Hi, we are receiving denials from BCBS for EMG codes 95886, 95912 stating that the primary Diagnosis is incorrect. In one case we billed G57.53 as a primary code with G60.9 and M54.16 as codes B and C. In the other case we billed G56.03 as the primary code and G56.23, G60.9 and M54.12 as the subsequent DX. BCBS representatives informed us that they are going by CMS policies but the CMS policy has all of these as correct ICD-10 codes as does Codify. Does someone have any light they can shed on this? Thanks, Anne Merzel. CPC-A Centers for Advanced Orthopedics, Maryland.

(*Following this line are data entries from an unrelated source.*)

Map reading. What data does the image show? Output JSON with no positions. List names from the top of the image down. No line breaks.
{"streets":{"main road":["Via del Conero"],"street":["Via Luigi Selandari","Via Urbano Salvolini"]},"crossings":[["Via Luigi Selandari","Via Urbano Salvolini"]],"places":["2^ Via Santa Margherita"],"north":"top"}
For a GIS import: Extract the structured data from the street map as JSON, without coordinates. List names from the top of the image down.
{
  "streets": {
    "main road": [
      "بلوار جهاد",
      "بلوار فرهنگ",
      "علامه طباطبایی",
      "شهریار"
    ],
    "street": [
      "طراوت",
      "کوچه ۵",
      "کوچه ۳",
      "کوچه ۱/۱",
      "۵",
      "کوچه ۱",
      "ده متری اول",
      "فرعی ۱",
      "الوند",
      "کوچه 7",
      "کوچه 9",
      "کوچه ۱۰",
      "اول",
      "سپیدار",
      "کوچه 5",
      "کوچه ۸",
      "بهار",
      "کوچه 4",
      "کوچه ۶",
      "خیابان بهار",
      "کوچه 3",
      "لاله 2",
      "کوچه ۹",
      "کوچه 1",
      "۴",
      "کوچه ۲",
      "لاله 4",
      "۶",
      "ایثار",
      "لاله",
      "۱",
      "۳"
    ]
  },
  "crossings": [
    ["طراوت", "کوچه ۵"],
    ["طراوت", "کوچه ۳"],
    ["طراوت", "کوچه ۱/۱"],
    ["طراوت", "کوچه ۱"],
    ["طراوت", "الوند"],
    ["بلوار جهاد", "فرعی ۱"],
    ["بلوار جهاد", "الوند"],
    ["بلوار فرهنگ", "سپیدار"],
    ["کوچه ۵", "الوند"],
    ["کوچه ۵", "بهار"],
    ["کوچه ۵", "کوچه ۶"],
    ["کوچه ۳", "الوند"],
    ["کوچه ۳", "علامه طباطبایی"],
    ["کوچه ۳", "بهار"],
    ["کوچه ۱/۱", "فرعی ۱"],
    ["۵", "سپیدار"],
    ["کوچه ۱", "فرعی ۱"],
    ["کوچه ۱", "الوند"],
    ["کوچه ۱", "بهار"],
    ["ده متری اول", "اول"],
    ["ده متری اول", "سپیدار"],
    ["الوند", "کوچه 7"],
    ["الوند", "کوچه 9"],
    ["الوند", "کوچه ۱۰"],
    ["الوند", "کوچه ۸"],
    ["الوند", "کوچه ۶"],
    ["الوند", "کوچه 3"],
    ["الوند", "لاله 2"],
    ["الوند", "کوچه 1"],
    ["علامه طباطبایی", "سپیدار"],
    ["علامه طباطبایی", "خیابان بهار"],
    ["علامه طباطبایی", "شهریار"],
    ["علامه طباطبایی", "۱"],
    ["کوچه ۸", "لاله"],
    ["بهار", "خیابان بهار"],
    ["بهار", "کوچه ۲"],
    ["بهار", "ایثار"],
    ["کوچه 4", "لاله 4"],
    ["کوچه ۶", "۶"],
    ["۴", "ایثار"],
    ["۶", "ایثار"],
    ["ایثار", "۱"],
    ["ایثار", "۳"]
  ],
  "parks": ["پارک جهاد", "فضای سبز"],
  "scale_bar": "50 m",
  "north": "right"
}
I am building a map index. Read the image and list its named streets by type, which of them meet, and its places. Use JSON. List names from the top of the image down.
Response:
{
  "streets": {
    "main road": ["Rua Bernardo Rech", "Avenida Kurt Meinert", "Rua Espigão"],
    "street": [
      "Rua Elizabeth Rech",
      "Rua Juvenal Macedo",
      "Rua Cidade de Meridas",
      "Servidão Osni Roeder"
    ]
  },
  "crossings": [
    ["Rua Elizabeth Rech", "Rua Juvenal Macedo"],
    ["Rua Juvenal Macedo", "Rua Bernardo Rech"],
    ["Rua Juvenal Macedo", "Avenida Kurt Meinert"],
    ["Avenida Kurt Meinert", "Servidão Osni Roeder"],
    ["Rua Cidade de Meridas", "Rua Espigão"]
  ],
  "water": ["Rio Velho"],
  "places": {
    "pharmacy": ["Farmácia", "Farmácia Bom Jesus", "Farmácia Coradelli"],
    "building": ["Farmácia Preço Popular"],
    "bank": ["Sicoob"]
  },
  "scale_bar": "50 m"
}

I am also from CAO and I am having the exact same issue. But as you mentioned, everything seems correct. Can someone give us any advice? Thanks, Patti
 
I am also from CAO and I am having the exact same issue. But as you mentioned, everything seems correct. Can someone give us any advice? Thanks, Patti
I don’t have my book handy, but I believe the M codes and G codes have an excludes note, so I would double check that.
 
I am also from CAO and I am having the exact same issue. But as you mentioned, everything seems correct. Can someone give us any advice? Thanks, Patti
Hi, we are receiving denials from BCBS for EMG codes 95886, 95912 stating that the primary Diagnosis is incorrect. In one case we billed G57.53 as a primary code with G60.9 and M54.16 as codes B and C. In the other case we billed G56.03 as the primary code and G56.23, G60.9 and M54.12 as the subsequent DX. BCBS representatives informed us that they are going by CMS policies but the CMS policy has all of these as correct ICD-10 codes as does Codify. Does someone have any light they can shed on this? Thanks, Anne Merzel. CPC-A Centers for Advanced Orthopedics, Maryland.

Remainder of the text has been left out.